Sunday, September 2, 2012

Solitude and companionship

Yesterday was a good day.  It made me so happy to have some free time.  It wasn't exactly free because I was working on something that has to be ready by today, but it was my something, not for my job.

I haven't have free time in weeks.  Last weekend, I was crippled by fatigue and depression, so I couldn't do much that I wanted to do.  The weekend before, I went to my job.  The weekend before that, I went on a trip.  But finally, now I have a few days to putter around at home doing the things I want to be doing.  Sure the trip a few weeks ago was something I wanted to do, but it's just not the same as being able to have time to myself at home.  I really love having time to myself.

At times in my life when good companions are abundant, I need to take some time away from them.  I need quiet time to read, write, and think.

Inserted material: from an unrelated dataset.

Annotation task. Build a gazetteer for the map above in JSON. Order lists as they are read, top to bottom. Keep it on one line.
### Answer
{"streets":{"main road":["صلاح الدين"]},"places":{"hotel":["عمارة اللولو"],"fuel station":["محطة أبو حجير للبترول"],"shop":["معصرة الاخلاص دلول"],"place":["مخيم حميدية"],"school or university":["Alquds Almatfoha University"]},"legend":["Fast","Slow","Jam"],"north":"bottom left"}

I feel suffocated without it.

It's true that when I'm depressed, I feel that being alone is a bad thing. But that is a symptom of my depression.  I'm not myself when I'm depressed.  When I'm myself, which is most of the time, I know that 1) Everyone needs a balance of time with others and time alone, 2) I seem to like more time alone than some people, 3) I have more than enough of people at my job, so I'm glad to get away from people in my free time, and 4) there are a few people I like who I wish wanted to spend more time with me.

I don't mind being alone.  What I mind is when the people I want to be with push me away.  What I mind is when they do fun things, things I'd love to do, and they don't invite me.  What I mind is when I invite them to do something with me, and they don't want to do it.  What I mind is that parents of small children seem to only want to spend time with other parents.  You would think they would see that as a childless person, I have a pair of spare hands.  You would think they would find it useful to hang out with someone who has a pair of spare hands, to either hold a kid, or do whatever they can't do while they are holding a kid.  I love to dance, but when I took ballroom dance class, there were too many women.  The men were supposed to ask different women each time, but I kept on being one of the leftovers, every time.  I don't think it's fair that unpopular people don't get to dance.

So, I love being alone, but I hate being unwanted.